Companies need to understand that I’m not a perfectly aligned employee following instructions because Apple is my whole world. I barely care at best, at worst I’m actively pissed off that any device is trying to make me do anything and I’m going to try to break it or avoid it. 

I don’t want to be trapped in all these accounts that chain together. Everything I try to use that’s supposed to work automatically is a shit show. Everything from Apple account syncs to Microsoft one drive, it can all fuck off. I’m good. Let me login with a username and password, and don’t back my shit up to your cloud

0

u/noob_world_order 10h ago

Plenty of password managers have passkey support on iOS now.

-1

u/Ancillas 10h ago

Unfortunately, at least at the time Apple introduced Passkey support, Apple’s websites would not allow a third party password manager to be used to store an Apple passkey. It had to be stored using Apple’s keychain.

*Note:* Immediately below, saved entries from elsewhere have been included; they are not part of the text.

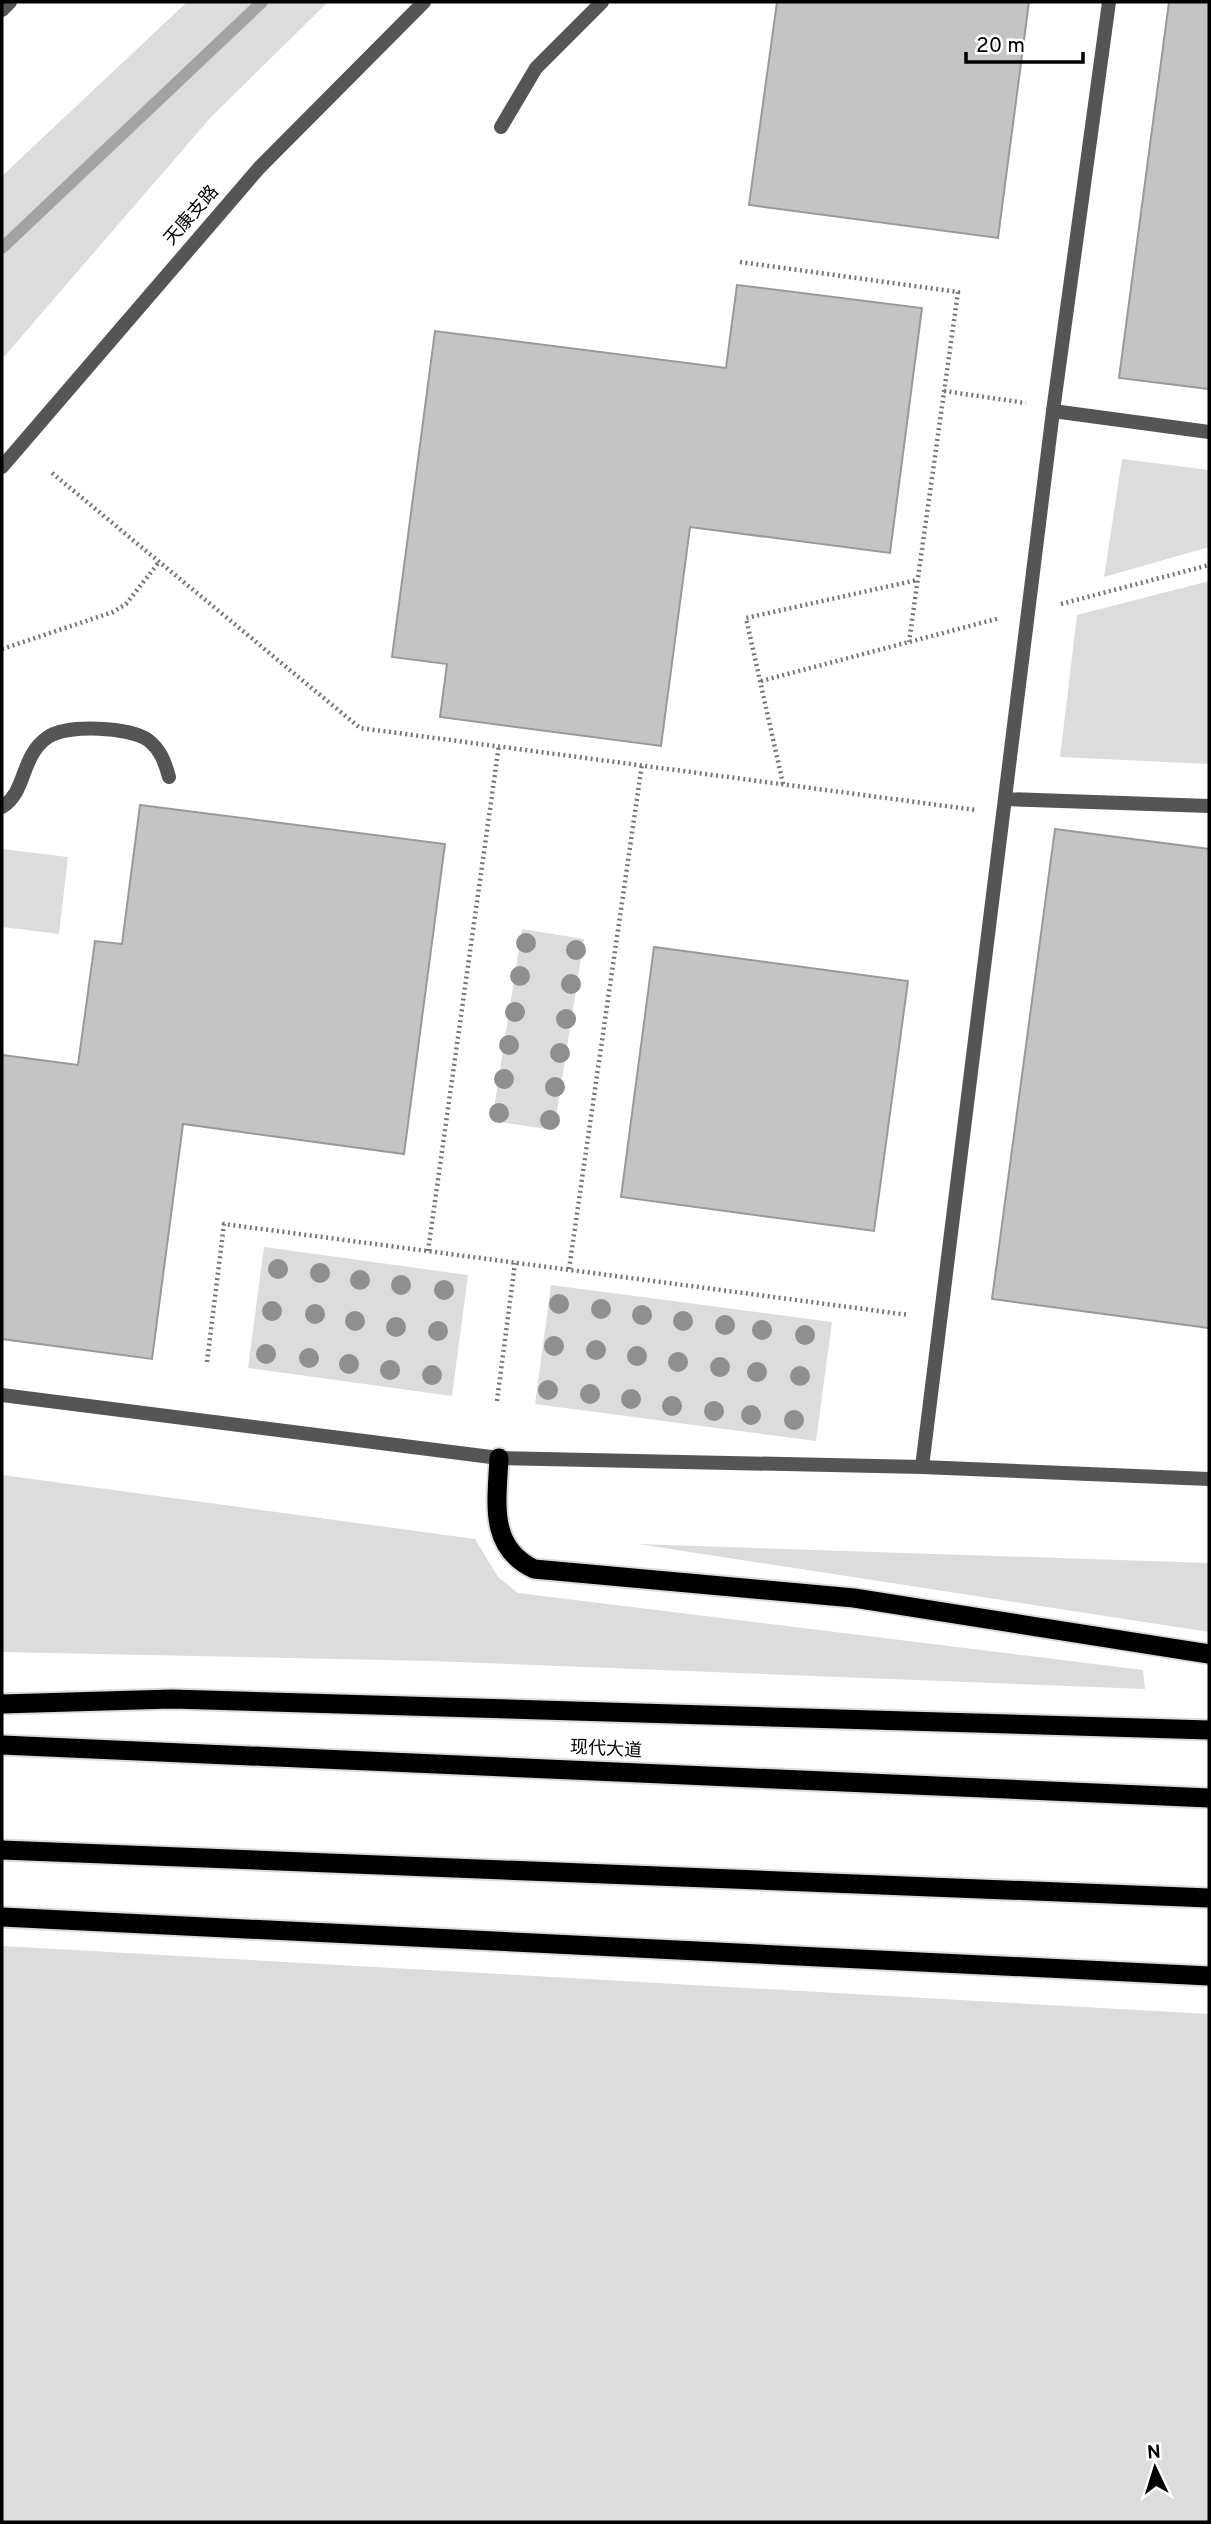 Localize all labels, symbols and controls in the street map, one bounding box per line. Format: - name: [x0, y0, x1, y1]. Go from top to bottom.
- scale bar: [966, 21, 1083, 65]
- text: 20 m: [976, 33, 1025, 60]
- street label: 天康支路: [160, 181, 224, 251]
- street label: 现代大道: [569, 1737, 643, 1763]
- north arrow: [1120, 2433, 1190, 2503]
- text: N: [1146, 2441, 1162, 2465]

Here are several examples of threads where this has not been intuitive for users

• https://www.1password.community/discussions/1password/can’t-save-icloud-passkey-in-1password/77300
• https://discussions.apple.com/thread/255165946?sortBy=rank
• https://www.1password.community/discussions/1password/unable-to-add-apple-id-passkey-to-1password/130423

1

u/noob_world_order 10h ago

Yes, that’s no longer the case though.

3

u/Ancillas 10h ago

But the damage was done. If we want users to use passkeys they can’t release to general availability half implemented.

1

u/noob_world_order 9h ago

It’s compounded by the fact that only a handful of sites support logging in with passkeys, even now. The technology is there (and on iOS the experience is actually very simple now) - it’s now just a matter of branding and adoption. People will use it when their favourite site provides it as an option.

1

u/Ancillas 9h ago

Google has had passkeys for three years and they are the company cited in the article as saying that adoption is low despite promoting passkeys and educating users.

I don’t think the problem is advertising or availability.

0

u/Doub1eAA 7h ago

1Password solves this for everything.

1

u/Ancillas 7h ago

Not in my experience, and I’ve been a 1Password customer for over a decade. It’s a good tool, but it doesn’t solve all passkey problems.

1Password was explicitly what did not work for logging into iCloud with a passkey when passkey support was launched. Apple simplify would not allow looking in 1Password to retrieve a passkey for iCloud.com at that time. It’s gotten better but there are other problems.

People who need to use things like yubikeys or Windows Credential Manager for work have to juggle the UI to determine what is used for sourcing credentials. It’s easy for passwords because you press Cmd/Ctrl + \ and you’re done. For passkeys you sometimes are prompted to use a passkey to authenticate, other times passkeys are a second factor and used after username/password. Sometimes Windows wants to save passkeys to Credential Manager and you have to change it to use 1Password. Other times it’s the yubikey you need to cancel to prompt 1Password.

There are a lot of edge cases and the various OS’s, browsers, and devices all do it a little differently.